> **Your goal**
Gather from the listing below each line that includes the word "keys", and copy it.

BEGIN

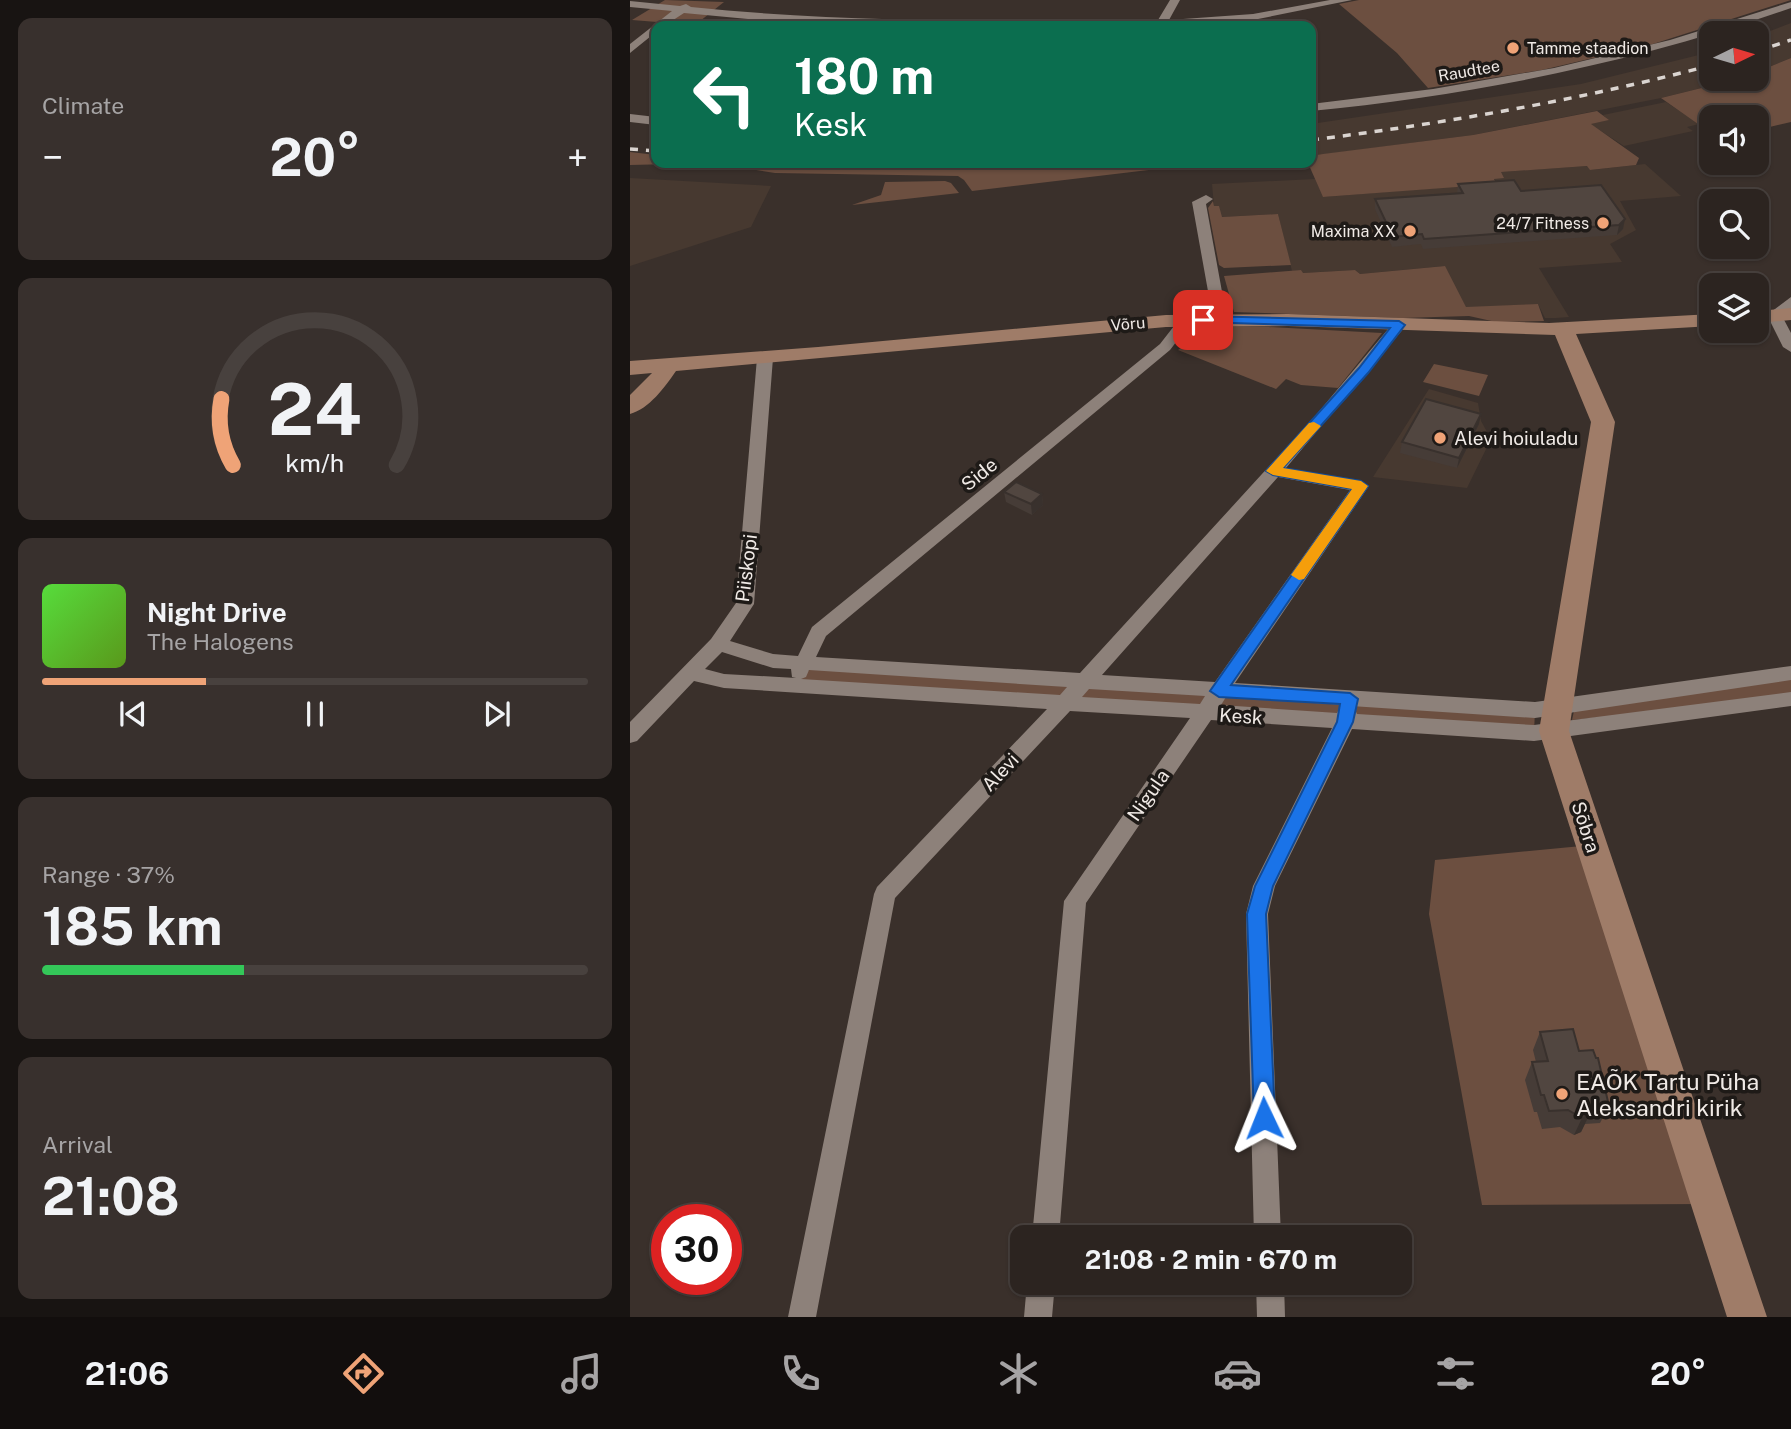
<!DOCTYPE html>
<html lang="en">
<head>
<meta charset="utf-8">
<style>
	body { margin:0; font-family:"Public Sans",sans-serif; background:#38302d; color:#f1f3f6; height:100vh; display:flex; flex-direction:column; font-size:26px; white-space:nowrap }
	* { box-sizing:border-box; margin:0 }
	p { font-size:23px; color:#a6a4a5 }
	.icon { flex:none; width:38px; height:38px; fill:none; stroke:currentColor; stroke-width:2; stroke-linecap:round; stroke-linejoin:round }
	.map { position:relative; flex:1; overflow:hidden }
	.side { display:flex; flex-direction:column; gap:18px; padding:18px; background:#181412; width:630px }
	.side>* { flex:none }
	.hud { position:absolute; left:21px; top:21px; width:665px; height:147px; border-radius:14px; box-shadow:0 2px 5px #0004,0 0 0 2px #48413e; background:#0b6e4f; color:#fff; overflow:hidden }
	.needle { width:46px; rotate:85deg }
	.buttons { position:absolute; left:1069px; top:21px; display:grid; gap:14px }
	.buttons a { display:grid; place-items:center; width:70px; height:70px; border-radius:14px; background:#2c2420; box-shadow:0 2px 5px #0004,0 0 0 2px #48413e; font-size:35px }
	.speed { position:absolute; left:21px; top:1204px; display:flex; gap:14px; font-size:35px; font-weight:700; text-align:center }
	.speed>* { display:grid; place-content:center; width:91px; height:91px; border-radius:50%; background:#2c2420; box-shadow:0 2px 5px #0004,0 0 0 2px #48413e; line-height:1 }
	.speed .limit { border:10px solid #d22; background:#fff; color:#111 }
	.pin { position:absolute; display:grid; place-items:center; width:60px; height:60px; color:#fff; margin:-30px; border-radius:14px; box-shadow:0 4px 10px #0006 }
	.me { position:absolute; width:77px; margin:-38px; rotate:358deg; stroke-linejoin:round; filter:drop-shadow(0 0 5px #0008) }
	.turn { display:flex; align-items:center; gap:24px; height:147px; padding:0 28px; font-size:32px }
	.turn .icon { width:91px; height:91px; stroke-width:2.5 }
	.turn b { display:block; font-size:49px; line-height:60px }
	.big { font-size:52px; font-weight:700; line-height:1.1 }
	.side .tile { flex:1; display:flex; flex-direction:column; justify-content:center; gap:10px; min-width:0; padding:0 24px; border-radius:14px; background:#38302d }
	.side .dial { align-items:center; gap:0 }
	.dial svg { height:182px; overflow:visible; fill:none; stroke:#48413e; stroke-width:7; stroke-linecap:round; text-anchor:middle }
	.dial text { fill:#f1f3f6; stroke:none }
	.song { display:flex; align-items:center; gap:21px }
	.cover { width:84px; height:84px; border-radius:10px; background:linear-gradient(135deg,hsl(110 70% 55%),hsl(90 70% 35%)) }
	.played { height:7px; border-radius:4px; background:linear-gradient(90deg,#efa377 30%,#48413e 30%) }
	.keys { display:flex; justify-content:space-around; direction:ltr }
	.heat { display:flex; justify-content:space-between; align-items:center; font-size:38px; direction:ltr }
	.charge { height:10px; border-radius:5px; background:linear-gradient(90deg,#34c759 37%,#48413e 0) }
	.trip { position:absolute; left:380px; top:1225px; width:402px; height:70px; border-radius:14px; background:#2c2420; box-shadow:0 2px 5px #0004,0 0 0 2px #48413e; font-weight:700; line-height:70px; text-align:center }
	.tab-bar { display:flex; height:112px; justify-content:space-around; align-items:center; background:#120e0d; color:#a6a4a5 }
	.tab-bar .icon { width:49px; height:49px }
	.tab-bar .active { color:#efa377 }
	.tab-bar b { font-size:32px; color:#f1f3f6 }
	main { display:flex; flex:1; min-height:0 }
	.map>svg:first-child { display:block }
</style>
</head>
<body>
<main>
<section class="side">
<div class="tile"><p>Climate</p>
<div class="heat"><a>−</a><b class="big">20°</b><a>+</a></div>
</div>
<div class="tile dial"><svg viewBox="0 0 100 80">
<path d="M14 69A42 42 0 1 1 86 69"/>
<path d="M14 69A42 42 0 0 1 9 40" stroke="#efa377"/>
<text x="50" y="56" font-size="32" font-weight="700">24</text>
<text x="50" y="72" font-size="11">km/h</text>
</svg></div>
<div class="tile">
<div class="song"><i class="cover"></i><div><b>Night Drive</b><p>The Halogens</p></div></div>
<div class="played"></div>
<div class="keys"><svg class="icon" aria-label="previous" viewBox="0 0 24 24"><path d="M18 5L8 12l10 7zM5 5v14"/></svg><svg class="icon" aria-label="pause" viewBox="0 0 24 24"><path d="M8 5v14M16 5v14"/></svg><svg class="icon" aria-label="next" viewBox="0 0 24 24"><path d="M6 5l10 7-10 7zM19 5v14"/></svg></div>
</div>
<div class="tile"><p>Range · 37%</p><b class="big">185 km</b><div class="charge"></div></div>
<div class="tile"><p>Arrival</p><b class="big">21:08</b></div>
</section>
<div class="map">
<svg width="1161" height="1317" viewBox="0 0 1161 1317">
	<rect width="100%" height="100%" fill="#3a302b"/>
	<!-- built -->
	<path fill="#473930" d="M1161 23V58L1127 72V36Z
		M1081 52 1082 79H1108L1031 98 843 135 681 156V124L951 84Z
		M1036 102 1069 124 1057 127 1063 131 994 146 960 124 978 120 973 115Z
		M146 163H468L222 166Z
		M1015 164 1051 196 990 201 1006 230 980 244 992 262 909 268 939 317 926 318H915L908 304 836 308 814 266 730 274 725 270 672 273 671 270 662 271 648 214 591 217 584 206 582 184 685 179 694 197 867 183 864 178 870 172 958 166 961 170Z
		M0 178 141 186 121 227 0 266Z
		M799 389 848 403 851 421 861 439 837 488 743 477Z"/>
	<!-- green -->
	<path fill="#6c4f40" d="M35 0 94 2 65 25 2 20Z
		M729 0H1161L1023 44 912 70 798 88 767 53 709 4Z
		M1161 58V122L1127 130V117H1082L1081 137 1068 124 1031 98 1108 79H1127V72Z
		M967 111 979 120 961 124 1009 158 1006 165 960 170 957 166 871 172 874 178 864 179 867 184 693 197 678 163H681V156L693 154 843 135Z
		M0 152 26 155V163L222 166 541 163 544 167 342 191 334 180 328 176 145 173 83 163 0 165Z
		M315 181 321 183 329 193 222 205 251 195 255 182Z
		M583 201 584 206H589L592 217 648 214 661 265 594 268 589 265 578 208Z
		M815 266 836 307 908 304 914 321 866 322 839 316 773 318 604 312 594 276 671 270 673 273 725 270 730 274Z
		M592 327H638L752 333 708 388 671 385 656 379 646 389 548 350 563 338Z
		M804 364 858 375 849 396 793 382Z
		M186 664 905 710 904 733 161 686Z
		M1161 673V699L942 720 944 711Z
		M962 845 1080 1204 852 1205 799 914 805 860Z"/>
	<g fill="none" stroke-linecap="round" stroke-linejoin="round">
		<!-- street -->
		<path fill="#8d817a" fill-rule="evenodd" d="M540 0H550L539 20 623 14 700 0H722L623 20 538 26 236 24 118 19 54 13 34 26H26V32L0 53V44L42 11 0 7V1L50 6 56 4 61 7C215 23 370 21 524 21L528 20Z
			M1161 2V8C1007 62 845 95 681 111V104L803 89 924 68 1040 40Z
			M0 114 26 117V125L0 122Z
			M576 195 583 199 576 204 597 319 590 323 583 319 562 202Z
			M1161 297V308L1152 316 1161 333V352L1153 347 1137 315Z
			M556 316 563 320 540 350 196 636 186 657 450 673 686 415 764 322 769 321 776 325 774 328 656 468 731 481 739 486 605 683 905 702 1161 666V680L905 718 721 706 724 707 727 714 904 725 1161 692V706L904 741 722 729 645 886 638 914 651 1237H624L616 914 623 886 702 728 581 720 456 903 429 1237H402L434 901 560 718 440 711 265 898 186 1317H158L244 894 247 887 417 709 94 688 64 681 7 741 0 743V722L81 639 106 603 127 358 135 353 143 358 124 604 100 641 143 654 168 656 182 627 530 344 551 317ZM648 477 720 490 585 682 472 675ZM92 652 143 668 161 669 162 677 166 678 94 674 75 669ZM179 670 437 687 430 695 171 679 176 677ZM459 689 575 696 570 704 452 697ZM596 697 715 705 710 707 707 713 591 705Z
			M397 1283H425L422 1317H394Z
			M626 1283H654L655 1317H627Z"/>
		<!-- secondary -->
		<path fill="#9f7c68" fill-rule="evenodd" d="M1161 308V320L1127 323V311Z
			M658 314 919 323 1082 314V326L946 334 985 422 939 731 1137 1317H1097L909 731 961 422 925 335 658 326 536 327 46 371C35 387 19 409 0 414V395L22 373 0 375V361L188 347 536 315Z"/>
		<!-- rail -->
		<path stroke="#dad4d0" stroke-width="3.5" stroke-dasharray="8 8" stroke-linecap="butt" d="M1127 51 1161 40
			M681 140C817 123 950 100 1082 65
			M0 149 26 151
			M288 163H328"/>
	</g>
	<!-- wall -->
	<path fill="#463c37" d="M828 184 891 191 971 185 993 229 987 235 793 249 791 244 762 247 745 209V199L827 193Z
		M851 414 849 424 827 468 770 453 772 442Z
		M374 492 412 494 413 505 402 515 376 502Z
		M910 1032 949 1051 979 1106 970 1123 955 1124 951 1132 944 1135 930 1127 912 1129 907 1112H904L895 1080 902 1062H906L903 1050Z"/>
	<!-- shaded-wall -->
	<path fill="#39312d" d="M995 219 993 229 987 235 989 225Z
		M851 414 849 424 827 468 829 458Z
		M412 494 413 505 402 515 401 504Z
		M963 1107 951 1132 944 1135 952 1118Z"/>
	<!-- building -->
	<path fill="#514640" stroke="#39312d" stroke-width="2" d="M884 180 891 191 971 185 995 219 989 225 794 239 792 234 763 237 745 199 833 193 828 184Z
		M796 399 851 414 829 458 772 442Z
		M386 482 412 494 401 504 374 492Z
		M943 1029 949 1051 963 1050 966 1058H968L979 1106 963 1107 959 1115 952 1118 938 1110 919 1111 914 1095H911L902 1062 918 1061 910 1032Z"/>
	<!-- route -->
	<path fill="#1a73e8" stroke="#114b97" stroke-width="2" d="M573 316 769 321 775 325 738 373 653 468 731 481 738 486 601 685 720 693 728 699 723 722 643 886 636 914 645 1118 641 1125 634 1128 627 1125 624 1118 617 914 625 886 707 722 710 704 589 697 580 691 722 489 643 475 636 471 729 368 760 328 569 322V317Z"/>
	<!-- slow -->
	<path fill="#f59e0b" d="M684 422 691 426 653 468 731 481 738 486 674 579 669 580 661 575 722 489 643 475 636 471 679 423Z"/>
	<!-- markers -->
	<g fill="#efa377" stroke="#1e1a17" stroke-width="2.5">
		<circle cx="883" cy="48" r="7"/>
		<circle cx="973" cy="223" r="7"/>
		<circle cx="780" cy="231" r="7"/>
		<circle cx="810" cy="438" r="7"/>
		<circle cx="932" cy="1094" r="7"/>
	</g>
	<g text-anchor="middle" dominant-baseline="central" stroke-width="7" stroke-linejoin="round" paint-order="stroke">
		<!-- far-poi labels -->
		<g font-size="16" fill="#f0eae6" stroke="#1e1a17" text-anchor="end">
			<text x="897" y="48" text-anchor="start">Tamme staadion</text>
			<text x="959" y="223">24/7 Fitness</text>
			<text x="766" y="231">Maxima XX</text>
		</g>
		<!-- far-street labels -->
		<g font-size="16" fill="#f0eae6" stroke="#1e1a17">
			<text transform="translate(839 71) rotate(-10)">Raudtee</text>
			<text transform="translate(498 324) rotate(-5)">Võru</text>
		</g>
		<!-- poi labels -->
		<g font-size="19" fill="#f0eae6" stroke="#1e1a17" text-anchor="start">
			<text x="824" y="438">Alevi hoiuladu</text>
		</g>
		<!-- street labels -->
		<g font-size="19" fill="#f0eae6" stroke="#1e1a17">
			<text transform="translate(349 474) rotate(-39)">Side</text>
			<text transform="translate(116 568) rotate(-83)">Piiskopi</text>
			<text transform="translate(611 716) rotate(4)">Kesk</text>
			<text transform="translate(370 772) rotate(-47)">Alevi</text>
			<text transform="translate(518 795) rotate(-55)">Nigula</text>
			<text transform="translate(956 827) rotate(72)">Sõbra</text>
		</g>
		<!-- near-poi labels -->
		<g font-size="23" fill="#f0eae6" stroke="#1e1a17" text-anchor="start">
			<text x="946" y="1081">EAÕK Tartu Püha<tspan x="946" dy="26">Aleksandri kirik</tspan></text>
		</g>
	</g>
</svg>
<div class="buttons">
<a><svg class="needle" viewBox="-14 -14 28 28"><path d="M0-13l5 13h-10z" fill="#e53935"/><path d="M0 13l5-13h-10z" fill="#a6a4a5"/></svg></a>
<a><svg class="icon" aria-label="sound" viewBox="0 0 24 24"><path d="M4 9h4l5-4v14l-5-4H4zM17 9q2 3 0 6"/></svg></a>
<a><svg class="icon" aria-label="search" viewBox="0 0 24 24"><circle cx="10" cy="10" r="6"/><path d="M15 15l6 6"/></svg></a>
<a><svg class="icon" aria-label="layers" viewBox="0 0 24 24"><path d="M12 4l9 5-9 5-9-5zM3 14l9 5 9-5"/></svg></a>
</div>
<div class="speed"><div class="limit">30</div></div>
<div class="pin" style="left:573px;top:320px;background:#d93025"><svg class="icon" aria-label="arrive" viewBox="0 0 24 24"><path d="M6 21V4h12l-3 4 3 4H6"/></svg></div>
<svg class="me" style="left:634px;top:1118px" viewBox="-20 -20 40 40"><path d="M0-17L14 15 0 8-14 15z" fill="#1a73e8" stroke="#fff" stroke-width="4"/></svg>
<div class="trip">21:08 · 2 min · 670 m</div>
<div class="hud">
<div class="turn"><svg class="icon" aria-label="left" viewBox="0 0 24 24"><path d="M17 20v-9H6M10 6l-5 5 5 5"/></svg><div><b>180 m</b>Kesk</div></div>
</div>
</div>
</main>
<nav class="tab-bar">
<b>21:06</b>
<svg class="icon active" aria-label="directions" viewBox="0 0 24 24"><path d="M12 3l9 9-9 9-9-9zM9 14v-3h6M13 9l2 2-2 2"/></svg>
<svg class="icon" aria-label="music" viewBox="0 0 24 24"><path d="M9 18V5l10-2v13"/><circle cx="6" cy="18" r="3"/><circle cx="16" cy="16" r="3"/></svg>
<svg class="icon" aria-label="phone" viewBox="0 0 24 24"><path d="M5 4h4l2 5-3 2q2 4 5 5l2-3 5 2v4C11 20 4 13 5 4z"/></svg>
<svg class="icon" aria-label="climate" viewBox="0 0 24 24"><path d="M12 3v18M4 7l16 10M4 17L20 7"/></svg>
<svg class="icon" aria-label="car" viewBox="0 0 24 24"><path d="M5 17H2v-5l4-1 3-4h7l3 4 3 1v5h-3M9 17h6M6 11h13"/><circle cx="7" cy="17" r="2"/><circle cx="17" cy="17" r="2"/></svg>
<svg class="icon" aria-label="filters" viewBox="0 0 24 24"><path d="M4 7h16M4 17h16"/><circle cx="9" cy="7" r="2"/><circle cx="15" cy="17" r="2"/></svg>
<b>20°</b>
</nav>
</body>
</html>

END

> **Answer to the exercise**
	.keys { display:flex; justify-content:space-around; direction:ltr }
<div class="keys"><svg class="icon" aria-label="previous" viewBox="0 0 24 24"><path d="M18 5L8 12l10 7zM5 5v14"/></svg><svg class="icon" aria-label="pause" viewBox="0 0 24 24"><path d="M8 5v14M16 5v14"/></svg><svg class="icon" aria-label="next" viewBox="0 0 24 24"><path d="M6 5l10 7-10 7zM19 5v14"/></svg></div>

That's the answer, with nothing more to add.